TASK DATA:
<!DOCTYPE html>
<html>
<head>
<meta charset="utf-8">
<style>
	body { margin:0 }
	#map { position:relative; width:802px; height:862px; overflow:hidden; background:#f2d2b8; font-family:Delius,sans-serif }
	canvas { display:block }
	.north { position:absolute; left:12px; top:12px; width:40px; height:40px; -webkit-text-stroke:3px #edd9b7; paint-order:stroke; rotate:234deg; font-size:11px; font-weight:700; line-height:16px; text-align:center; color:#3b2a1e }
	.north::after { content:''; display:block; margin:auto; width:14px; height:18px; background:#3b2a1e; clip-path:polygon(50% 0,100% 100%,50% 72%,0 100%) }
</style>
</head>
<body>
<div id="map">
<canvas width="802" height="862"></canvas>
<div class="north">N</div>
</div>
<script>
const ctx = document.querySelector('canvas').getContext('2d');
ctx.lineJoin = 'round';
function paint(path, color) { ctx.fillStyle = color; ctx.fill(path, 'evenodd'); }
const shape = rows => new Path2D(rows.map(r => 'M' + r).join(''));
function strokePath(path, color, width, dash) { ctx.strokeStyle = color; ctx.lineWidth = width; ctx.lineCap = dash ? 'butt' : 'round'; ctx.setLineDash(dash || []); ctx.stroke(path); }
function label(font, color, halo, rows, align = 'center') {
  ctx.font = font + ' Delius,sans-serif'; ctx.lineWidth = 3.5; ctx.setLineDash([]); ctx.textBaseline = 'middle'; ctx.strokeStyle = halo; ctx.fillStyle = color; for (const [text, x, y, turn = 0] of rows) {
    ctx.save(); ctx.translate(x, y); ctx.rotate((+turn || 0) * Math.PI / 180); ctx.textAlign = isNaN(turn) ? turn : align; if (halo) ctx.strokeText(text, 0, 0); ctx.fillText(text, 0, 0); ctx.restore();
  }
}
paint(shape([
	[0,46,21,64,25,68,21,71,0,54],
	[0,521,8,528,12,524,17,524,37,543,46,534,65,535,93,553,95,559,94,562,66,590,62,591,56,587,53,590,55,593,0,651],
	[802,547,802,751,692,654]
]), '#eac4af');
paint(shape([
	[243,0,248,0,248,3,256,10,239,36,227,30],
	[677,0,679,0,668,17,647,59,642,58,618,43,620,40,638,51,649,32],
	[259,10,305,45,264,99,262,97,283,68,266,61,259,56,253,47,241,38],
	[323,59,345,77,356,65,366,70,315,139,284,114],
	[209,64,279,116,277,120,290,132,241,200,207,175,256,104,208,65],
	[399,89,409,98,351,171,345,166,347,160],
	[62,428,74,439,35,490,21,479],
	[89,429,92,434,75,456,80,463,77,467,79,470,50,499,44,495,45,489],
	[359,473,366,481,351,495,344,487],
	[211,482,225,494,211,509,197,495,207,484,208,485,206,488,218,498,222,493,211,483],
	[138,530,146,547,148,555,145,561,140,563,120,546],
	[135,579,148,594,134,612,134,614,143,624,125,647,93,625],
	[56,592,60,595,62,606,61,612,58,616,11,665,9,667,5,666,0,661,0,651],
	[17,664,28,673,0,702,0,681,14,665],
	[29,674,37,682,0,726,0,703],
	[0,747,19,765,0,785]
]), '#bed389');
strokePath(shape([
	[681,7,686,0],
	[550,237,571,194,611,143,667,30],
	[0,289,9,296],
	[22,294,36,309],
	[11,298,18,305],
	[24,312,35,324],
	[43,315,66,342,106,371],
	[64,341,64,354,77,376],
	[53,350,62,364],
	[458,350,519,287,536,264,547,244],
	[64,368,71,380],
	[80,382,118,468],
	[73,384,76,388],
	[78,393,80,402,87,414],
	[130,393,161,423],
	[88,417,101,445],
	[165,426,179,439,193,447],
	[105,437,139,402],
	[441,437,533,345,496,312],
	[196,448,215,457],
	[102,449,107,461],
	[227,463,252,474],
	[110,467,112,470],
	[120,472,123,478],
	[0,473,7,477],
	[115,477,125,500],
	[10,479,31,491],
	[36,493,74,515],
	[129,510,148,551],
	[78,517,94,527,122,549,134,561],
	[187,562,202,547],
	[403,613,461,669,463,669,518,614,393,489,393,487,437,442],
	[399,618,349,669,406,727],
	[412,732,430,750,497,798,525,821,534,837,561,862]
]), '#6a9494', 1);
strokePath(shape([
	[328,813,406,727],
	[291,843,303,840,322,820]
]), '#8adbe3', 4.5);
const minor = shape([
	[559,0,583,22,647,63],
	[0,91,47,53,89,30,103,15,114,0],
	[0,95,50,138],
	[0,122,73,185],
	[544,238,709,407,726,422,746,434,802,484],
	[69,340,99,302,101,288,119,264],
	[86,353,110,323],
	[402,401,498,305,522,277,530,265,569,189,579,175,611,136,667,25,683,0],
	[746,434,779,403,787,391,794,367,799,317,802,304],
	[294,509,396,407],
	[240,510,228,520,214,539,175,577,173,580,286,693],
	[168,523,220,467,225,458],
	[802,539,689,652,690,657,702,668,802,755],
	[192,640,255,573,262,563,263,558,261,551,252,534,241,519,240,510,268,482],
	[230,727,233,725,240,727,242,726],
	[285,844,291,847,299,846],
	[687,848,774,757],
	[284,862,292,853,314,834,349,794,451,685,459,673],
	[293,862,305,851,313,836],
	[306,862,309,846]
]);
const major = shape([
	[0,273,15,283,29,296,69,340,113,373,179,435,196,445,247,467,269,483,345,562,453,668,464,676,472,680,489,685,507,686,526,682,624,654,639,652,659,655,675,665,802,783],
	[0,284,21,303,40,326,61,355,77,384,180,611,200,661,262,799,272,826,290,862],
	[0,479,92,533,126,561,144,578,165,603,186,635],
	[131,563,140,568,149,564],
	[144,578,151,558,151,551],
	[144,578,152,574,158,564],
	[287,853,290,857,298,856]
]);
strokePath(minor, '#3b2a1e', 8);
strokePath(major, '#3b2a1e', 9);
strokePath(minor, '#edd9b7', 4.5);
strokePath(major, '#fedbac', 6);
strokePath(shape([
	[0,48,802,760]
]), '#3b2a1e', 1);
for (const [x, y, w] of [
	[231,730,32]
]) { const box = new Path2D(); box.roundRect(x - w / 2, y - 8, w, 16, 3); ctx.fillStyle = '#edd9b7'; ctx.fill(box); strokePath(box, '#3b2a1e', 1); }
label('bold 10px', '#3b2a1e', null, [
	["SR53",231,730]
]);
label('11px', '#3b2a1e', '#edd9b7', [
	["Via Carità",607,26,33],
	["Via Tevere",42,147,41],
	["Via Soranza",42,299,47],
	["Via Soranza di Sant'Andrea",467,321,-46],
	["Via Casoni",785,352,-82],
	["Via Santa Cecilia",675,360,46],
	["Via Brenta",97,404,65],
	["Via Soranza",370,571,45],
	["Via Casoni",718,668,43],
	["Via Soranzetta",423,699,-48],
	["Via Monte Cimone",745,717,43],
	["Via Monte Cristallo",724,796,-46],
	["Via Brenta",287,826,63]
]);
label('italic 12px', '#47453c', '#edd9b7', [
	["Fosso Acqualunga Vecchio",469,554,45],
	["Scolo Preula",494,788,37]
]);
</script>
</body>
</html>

...

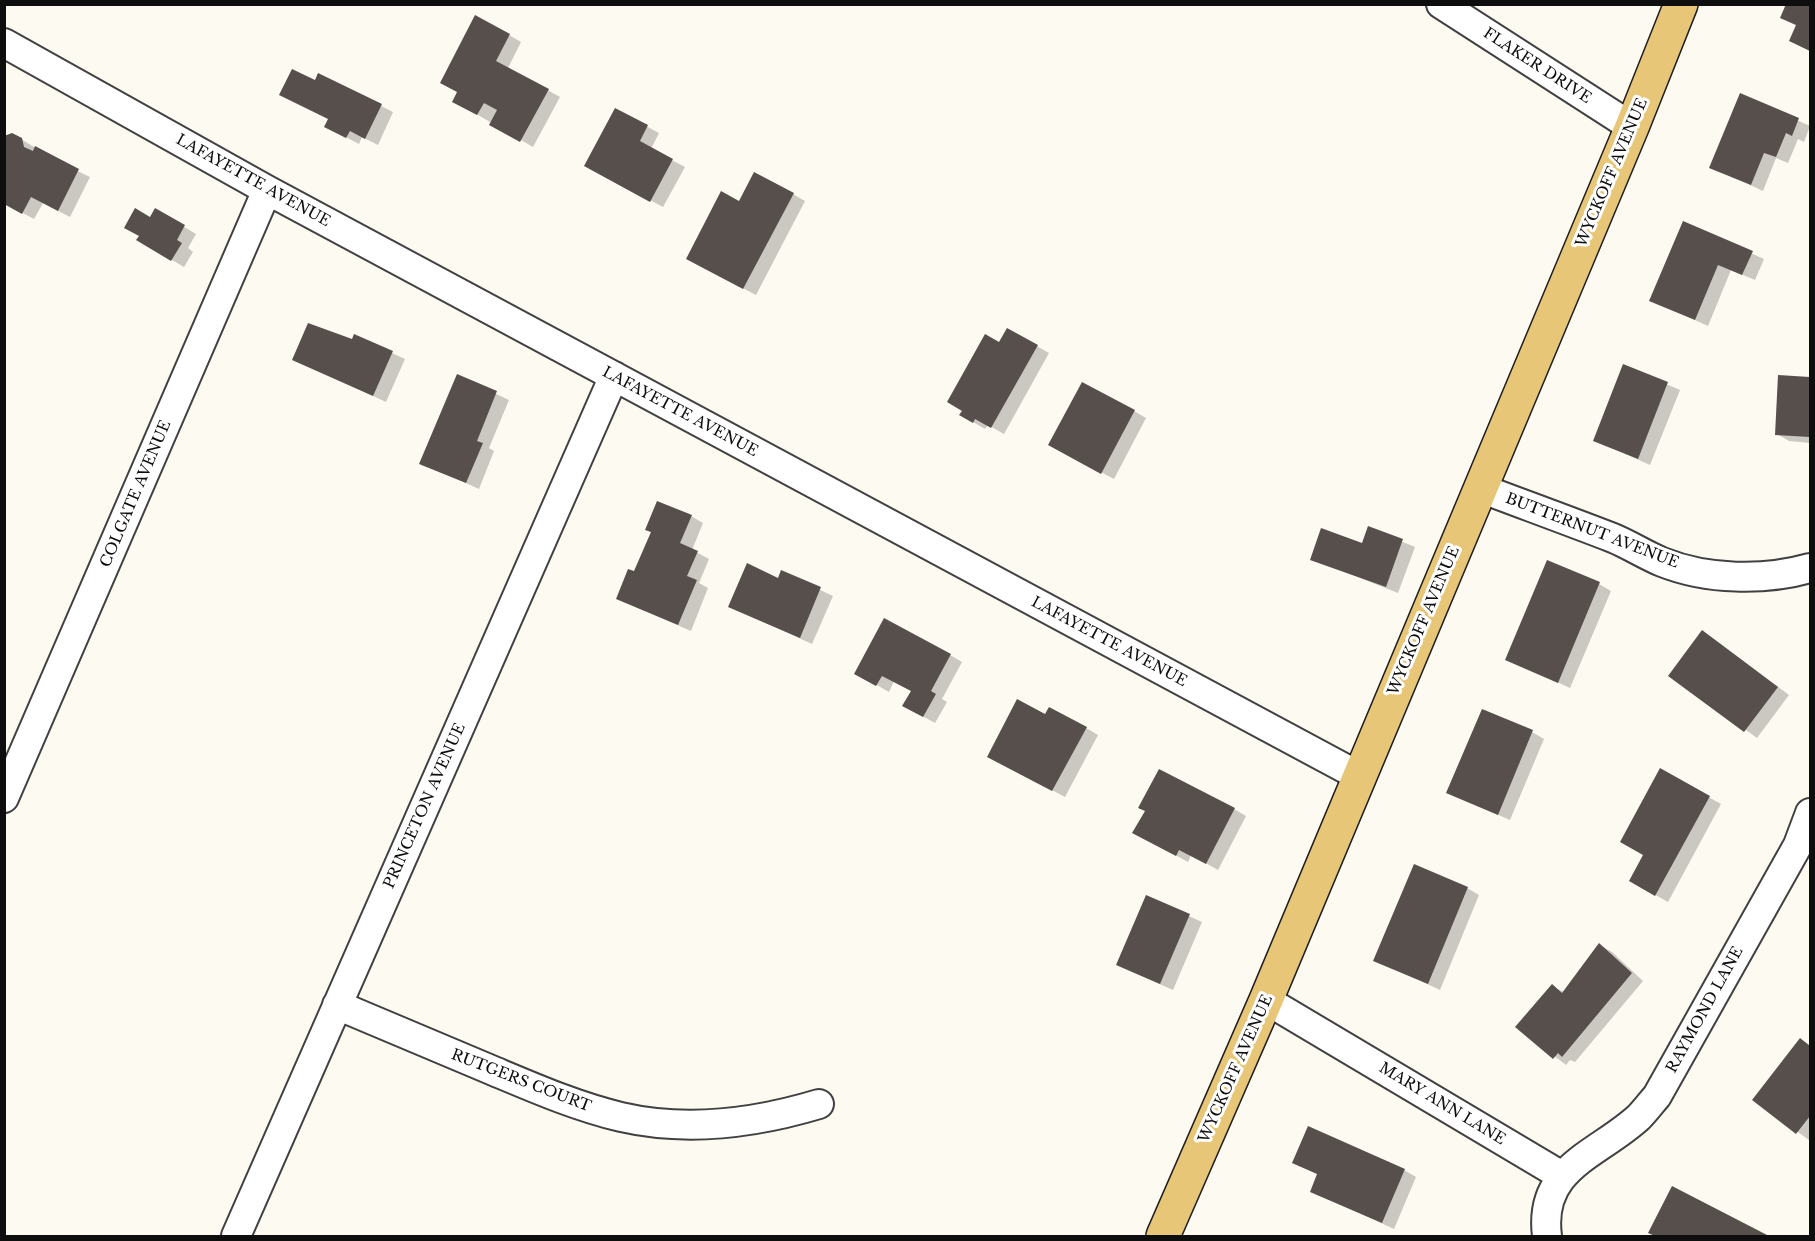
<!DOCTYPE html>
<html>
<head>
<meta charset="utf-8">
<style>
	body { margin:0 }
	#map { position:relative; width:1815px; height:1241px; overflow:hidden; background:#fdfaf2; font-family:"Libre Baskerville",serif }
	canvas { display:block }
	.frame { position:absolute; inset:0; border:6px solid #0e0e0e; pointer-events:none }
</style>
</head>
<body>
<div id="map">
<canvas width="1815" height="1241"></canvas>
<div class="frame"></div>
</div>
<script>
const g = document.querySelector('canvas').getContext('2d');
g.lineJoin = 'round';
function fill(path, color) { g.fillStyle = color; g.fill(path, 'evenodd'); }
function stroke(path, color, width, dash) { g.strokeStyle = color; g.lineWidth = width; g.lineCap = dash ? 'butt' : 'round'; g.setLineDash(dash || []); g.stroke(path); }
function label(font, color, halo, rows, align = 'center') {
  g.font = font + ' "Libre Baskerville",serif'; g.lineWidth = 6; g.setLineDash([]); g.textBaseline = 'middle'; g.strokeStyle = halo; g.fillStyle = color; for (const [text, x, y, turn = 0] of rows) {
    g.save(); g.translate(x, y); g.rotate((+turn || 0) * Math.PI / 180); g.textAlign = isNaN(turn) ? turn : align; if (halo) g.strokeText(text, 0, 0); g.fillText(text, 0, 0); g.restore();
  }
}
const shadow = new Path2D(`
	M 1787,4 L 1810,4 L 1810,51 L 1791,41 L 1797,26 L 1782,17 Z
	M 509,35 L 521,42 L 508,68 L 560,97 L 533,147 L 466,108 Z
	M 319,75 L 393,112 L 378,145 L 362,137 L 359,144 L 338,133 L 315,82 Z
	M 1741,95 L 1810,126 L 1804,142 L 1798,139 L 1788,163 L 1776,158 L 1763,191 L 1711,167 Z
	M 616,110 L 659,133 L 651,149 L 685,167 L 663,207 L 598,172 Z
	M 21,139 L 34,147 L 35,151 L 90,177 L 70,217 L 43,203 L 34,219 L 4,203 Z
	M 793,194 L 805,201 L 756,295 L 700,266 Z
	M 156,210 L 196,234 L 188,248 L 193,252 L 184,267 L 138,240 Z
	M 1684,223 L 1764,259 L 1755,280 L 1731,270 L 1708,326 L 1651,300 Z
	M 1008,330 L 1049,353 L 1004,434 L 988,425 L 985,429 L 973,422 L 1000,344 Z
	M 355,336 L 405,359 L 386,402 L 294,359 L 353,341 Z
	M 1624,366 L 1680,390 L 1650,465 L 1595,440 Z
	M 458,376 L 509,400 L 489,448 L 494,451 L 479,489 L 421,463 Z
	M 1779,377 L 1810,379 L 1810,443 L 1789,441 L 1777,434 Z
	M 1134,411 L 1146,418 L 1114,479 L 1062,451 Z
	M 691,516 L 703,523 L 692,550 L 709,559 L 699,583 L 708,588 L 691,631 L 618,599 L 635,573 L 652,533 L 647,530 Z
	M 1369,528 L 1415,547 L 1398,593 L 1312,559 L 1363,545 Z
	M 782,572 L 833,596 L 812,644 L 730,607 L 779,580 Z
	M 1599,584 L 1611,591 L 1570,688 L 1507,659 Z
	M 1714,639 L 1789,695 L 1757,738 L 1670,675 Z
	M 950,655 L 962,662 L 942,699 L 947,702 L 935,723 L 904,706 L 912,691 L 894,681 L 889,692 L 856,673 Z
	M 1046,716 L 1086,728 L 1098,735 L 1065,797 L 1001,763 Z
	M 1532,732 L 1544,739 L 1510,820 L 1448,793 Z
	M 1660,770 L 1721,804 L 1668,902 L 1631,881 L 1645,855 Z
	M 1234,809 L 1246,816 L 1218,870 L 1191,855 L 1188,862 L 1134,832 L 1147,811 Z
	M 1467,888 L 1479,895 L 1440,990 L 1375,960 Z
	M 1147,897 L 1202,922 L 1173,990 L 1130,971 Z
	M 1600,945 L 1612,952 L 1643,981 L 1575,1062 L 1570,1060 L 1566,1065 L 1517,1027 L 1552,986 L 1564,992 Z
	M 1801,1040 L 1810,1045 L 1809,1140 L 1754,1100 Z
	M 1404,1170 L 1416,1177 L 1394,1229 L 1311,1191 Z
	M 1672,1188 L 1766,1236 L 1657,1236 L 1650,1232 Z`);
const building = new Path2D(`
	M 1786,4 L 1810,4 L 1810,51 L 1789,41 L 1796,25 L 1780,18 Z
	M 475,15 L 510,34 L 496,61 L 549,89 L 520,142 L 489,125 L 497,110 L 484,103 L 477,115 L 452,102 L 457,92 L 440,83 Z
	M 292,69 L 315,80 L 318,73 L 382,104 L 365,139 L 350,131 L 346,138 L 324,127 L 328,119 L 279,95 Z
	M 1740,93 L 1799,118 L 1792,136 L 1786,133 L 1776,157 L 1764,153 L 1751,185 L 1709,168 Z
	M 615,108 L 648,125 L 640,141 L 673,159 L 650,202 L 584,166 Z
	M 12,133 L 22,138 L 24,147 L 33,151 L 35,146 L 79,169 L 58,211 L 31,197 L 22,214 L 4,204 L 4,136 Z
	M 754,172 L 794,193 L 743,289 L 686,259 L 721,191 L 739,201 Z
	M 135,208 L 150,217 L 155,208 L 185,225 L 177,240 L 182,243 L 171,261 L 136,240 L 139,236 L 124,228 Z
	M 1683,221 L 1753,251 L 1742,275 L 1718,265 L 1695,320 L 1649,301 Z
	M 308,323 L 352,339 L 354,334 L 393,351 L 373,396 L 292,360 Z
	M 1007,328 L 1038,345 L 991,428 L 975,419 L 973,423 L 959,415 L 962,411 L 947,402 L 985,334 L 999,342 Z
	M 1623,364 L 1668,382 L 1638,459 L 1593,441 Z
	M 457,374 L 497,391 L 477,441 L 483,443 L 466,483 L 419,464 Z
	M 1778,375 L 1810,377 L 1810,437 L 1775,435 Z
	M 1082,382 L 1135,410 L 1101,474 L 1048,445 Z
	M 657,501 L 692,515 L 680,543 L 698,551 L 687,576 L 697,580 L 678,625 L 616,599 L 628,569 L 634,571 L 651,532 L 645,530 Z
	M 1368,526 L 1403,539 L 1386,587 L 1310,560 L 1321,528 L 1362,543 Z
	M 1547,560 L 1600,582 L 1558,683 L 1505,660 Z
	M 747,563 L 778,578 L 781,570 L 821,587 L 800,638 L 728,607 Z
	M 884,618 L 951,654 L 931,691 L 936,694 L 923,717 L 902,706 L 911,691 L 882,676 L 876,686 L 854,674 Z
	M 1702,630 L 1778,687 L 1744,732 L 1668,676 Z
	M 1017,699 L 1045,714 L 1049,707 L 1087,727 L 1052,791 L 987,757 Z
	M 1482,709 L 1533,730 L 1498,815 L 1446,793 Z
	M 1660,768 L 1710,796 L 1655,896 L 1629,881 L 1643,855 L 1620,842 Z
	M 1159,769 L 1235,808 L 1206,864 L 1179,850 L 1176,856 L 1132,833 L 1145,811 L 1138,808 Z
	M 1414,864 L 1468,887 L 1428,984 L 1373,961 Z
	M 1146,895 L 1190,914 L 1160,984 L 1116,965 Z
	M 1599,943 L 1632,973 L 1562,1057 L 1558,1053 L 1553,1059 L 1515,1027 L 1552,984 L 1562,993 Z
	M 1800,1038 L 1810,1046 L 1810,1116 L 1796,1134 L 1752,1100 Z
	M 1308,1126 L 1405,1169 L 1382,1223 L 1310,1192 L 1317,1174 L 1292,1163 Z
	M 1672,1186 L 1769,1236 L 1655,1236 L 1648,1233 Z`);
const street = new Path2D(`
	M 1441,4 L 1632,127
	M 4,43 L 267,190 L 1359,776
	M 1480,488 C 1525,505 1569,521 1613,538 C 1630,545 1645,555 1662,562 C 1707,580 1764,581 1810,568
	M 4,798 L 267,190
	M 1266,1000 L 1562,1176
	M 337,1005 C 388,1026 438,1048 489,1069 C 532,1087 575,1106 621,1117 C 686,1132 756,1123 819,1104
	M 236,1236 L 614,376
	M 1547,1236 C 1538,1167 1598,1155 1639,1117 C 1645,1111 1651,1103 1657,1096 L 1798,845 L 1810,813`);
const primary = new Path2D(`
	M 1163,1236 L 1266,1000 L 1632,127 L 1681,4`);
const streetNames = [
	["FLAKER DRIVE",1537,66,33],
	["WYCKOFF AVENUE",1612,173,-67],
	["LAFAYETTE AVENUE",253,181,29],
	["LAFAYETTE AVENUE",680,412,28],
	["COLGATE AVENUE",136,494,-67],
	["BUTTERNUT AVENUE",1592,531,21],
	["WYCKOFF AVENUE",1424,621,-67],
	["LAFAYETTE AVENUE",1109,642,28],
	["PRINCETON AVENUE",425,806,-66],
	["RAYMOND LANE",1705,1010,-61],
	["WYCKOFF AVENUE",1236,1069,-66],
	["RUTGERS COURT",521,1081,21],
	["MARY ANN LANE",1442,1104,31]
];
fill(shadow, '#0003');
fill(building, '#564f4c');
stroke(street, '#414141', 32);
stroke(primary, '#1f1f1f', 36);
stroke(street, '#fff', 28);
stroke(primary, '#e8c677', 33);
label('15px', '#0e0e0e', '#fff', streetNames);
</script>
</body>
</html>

WHAT YOU WILL DO:
Only the lines above starting at the line that holds "position:absolute; inset:0; border:6px" and ending at the line that holds "M 458,376 L" are to be repeated, exactly and in full.

ANSWER SECTION:
	.frame { position:absolute; inset:0; border:6px solid #0e0e0e; pointer-events:none }
</style>
</head>
<body>
<div id="map">
<canvas width="1815" height="1241"></canvas>
<div class="frame"></div>
</div>
<script>
const g = document.querySelector('canvas').getContext('2d');
g.lineJoin = 'round';
function fill(path, color) { g.fillStyle = color; g.fill(path, 'evenodd'); }
function stroke(path, color, width, dash) { g.strokeStyle = color; g.lineWidth = width; g.lineCap = dash ? 'butt' : 'round'; g.setLineDash(dash || []); g.stroke(path); }
function label(font, color, halo, rows, align = 'center') {
  g.font = font + ' "Libre Baskerville",serif'; g.lineWidth = 6; g.setLineDash([]); g.textBaseline = 'middle'; g.strokeStyle = halo; g.fillStyle = color; for (const [text, x, y, turn = 0] of rows) {
    g.save(); g.translate(x, y); g.rotate((+turn || 0) * Math.PI / 180); g.textAlign = isNaN(turn) ? turn : align; if (halo) g.strokeText(text, 0, 0); g.fillText(text, 0, 0); g.restore();
  }
}
const shadow = new Path2D(`
	M 1787,4 L 1810,4 L 1810,51 L 1791,41 L 1797,26 L 1782,17 Z
	M 509,35 L 521,42 L 508,68 L 560,97 L 533,147 L 466,108 Z
	M 319,75 L 393,112 L 378,145 L 362,137 L 359,144 L 338,133 L 315,82 Z
	M 1741,95 L 1810,126 L 1804,142 L 1798,139 L 1788,163 L 1776,158 L 1763,191 L 1711,167 Z
	M 616,110 L 659,133 L 651,149 L 685,167 L 663,207 L 598,172 Z
	M 21,139 L 34,147 L 35,151 L 90,177 L 70,217 L 43,203 L 34,219 L 4,203 Z
	M 793,194 L 805,201 L 756,295 L 700,266 Z
	M 156,210 L 196,234 L 188,248 L 193,252 L 184,267 L 138,240 Z
	M 1684,223 L 1764,259 L 1755,280 L 1731,270 L 1708,326 L 1651,300 Z
	M 1008,330 L 1049,353 L 1004,434 L 988,425 L 985,429 L 973,422 L 1000,344 Z
	M 355,336 L 405,359 L 386,402 L 294,359 L 353,341 Z
	M 1624,366 L 1680,390 L 1650,465 L 1595,440 Z
	M 458,376 L 509,400 L 489,448 L 494,451 L 479,489 L 421,463 Z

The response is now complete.